Peter Thiel, at turns smug, acerbic and brilliant, has opinions on most everything. I first met him a few weeks before I graduated from law school and after he had pulled off the sale of PayPal to eBay for $1.5 billion. Why did he bother to accept a random lunch invitation from a nobody?
I don’t know. But that’s part of Thiel’s odd and endearing genius.
Now a successful hedge fund operator and angel investor, Thiel regularly gets asked his opinion on most everything. And he doesn’t hold back. Most recently, he took to Reddit to answer questions on everything from the CIA’s role in Palantir to Facebook’s effect on the global advertising market. Here are some of the best moments.
Though, alas!—there’s nothing about the effect of cicada populations on sesame seed futures markets.
On Whether Palantir Is A Front For The CIA …
No, the CIA is a front for Palantir.
On Companies Having A Social Mission …
A sense of mission is critical, but I think the word “social” is problematically ambiguous: it can mean either (1) good for society, or (2) seen as good by society.
In the second meaning, it leads to me-too copycat companies. I think the field of social entrepreneurship is replete with these, and that this is one of the reasons these businesses have not been that successful to date.
On Net Neutrality …
We’ve had these debates about net neutrality for over 15 years. It hasn’t been necessary so far, and I’m not sure anything has changed to make it necessary right now.
And I don’t like government regulation: We need the US government to regulate the internet about as much as we need the EU to regulate Google—I suspect the cons greatly outweigh the pros, especially in practice.
On His Worst Ever Investment Decision …
Biggest mistake ever was not to do the Series B round at Facebook.

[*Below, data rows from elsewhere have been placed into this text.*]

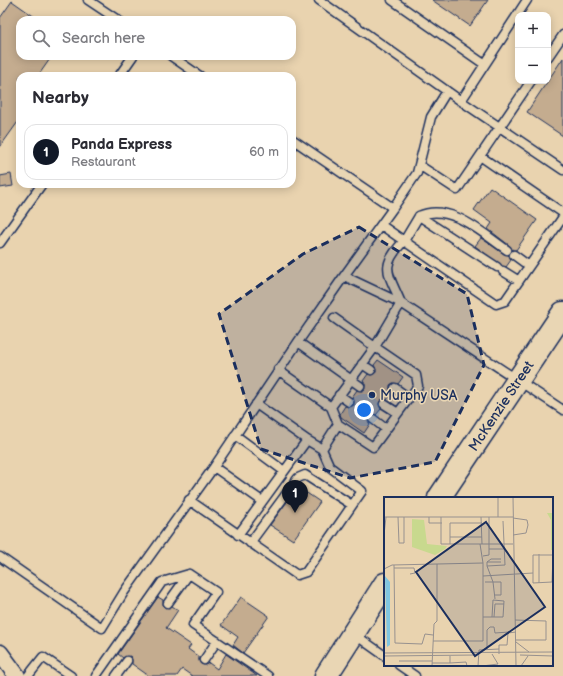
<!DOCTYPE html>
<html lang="en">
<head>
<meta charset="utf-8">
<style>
	body { margin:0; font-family:"Balsamiq Sans",sans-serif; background:#f7f7f7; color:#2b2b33 }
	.controls { position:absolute; right:12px; top:12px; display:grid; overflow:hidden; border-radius:8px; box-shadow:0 2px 10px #0003 }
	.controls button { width:36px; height:36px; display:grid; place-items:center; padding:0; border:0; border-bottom:1px solid #e1e1e2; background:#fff; color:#2b2b33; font:20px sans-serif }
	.you { position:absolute; left:364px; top:410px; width:14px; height:14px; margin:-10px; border:3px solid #fff; border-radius:50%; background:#1a73e8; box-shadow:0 0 0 6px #1a73e833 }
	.badge { display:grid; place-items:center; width:26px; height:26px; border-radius:50%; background:#111827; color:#fff; font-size:13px; font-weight:700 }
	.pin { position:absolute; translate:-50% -33px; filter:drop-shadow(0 1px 2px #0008) }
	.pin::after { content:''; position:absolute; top:21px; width:14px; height:12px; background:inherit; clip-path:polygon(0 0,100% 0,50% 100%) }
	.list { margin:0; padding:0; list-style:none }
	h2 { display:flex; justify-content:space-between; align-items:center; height:52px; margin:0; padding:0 16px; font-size:17px }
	h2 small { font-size:13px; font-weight:400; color:#7c7c81 }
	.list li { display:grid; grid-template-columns:26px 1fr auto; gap:12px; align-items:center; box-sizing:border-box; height:56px; margin:0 8px 8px; padding:0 8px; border:1px solid #e1e1e2; border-radius:12px }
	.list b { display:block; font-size:15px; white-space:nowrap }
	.list p { margin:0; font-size:13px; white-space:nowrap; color:#7c7c81 }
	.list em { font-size:13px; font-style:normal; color:#7c7c81 }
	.icon { flex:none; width:22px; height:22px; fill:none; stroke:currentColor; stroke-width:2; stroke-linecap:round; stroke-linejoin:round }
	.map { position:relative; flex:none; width:563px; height:676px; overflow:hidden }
	.search { position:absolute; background:#fff; box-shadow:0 2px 10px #0003; left:16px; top:16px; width:280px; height:44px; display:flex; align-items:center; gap:10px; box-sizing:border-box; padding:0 14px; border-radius:12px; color:#7c7c81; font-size:15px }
	.panel { position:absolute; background:#fff; box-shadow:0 2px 10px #0003; left:16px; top:72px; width:280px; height:116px; border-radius:12px }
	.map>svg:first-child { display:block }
</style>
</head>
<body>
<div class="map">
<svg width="563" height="676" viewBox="0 0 563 676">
	<rect width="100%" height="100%" fill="#e9d3af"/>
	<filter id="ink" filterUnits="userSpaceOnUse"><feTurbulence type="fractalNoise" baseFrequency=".025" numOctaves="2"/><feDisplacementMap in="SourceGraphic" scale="8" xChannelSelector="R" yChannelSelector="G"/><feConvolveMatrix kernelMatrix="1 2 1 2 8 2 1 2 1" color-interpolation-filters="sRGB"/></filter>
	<g filter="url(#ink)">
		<!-- building -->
		<path fill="#c4ac8f" stroke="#1b2f5e" d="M432,0H488L470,26Z
			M12,1L39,20H20V56H52L38,76H20V119L0,147V18Z
			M563,58V136L527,112Z
			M11,174L13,186L0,188V176Z
			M490,187L537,220L516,250H512L510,246L488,229L492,223L474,210Z
			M481,238L504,254L509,255L511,260L506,267L502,266L475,246Z
			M378,360L403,377L398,384L393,383L390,385V390L392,393L387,400L384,399L380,401L379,404L381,409L376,415L371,414L368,416V421L370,424L364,433L341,417L340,414L345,406L349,407L354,405V400L352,397L357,390L362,391L365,389V384L363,381L368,374L371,375L375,373L376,370L374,365Z
			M298,487L320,502L293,540L270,525Z
			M158,597L163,600V605L165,608L172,606L178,610L166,628L191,645L188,649L199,657V660L201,664L204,665L209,663L217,669L226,654L257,676H192L182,669L177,676H149L132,664V659L130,656L123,658L118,654Z
			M241,597L269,616L243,653L233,645L238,637L221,625Z"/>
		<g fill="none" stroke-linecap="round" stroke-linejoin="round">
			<!-- lane casing -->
			<g stroke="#1b2f5e" stroke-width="11">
				<path id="lane" d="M88,0L118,20
					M319,0L461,101
					M392,0L484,64
					M527,0L461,101L563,170
					M171,56L200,76
					M548,57L563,35
					M119,76L133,56
					M292,139L393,208L344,276L401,303L563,410
					M480,156L563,213
					M419,165L457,190L531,81
					M393,208L417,173L431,117L447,91
					M419,216C450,202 482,233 507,250
					M381,225L404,241L419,216L497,267
					M0,243L42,184
					M514,255L529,266
					M503,271L519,281
					M334,318L375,347L401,303C388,272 379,267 404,241L496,304L505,301L563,217
					M298,342L360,386
					M362,364L371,370
					M278,370L331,407
					M395,388L409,398
					M339,395L349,402
					M256,404L307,440
					M384,404L398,413
					M373,419L386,429
					M235,435L284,471
					M322,449L338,424L331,407L375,347L416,375L418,386L373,447L338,424
					M214,467L262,501
					M189,500L297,575L306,572L362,491L330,467L322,449L307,440L238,535
					M250,543L298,478L305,475L352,505
					M0,557L102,628L124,592L214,467L298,342L344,276
					M168,603L189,574
					M354,634L385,656
					M204,660L217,641
					M399,665L415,676
					M28,676L43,657L71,676
					M96,676L162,582L189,574L216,592L193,625L268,676
					M116,676L127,661"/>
			</g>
			<!-- street casing -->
			<g stroke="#1b2f5e" stroke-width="19">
				<path id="street" d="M0,653L17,676"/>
			</g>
			<!-- primary casing -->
			<g stroke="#1b2f5e" stroke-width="25">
				<g id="primary">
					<path id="s1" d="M439,498L563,313"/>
					<path d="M326,676L385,584"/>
				</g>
			</g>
			<!-- lane -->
			<use href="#lane" stroke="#e9d6b4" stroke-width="8"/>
			<!-- street -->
			<use href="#street" stroke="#e9d6b4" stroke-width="16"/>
			<!-- primary -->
			<use href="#primary" stroke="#e9d6b4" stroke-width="22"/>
		</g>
	</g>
	<!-- marked area -->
	<path fill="#1b2f5e" fill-opacity="0.2" stroke="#1b2f5e" stroke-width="3" stroke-dasharray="8 5" stroke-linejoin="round" d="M359,227L467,294L484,365L435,462L350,478L261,449L219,314L303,254Z"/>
	<!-- markers -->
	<circle fill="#1b2f5e" stroke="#e9d6b4" stroke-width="1.5" cx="372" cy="395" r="4"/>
	<g text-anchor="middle" stroke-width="3" stroke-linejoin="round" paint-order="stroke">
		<!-- poi labels -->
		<g font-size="14" fill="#1b2f5e" stroke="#e9d6b4" text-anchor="start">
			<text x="380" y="400">Murphy USA</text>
		</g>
		<!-- street labels -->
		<g font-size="14" fill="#1b2f5e" stroke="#e9d6b4">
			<text dy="5" stroke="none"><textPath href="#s1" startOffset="111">McKenzie Street</textPath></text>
		</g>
	</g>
	<!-- overview -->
	<g transform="translate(384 497)">
		<rect width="169" height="169" fill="#e9d3af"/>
		<path d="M163,16H169V53H167V23ZM28,22L40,23L43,47L63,49L61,52L51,58L28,50Z" fill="#c8d98e"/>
		<path d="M1,79L6,85V148L3,150Z" fill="#80c6e1"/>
		<path fill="none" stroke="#97918f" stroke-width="1" d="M114,0V20M129,0L132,169M0,20H129M14,20L15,46H20V20M45,20V26H58M57,20V47H98M97,20L98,47H129M66,26H98M66,26V47M0,38L2,20M129,38L142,36L144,28L143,23L129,21M66,40H98M96,47L99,66M105,52H121M155,57V86M169,58H149V86L168,85L169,58M99,59L105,58V20M103,65L107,62H117M10,68L11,146L38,147L41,137L49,138M103,69V65H117M10,71H30L31,76L26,77M0,72L8,68L53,67M101,85H109L103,69L121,68L119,24M111,98H117V85H109L111,102M99,120H119L120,104L109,103L108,120M110,120L111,107H120M131,123L162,124V143H132M106,130H110L111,136L125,135M49,144H99V79M132,145L145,155M103,152V133L106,130M0,156L169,155M115,157V148H123L124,136L132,135M136,158L169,159M0,159L92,158M15,164H48M48,166H66V159M66,166L82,165L83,169M48,169L50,127L53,124V67L99,66V79L149,76M94,169L95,153L115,152M98,169L114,167L108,157M137,169L144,159"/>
		<path fill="#1b2f5e" fill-opacity="0.15" stroke="#1b2f5e" stroke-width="2" d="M102,25L161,110L91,159L32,75Z"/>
		<rect width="169" height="169" fill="none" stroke="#1b2f5e" stroke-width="2"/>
	</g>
</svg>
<div class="controls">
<button>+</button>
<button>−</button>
</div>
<div class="you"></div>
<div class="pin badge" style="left:295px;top:513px">1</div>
<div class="search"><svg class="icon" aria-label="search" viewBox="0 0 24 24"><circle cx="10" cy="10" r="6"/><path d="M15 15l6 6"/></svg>Search here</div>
<section class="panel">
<h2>Nearby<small></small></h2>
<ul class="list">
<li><span class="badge">1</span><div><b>Panda Express</b><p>Restaurant</p></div><em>60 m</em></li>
</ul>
</section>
</div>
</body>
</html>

General lesson: Whenever a tech startup has a strong up round led by a top tier investor (Accel counts), it is generally still undervalued. The steeper the up round, the greater the undervaluation.
On Women In Technology…
If we want to have more women in tech, it is not enough to get more women engineers and executives—we need more women founders, because it is the founders of companies that set the cultural tone for so much that happens in Silicon Valley.
On Starting A Company…
Start with focusing on a small market and dominate that market first.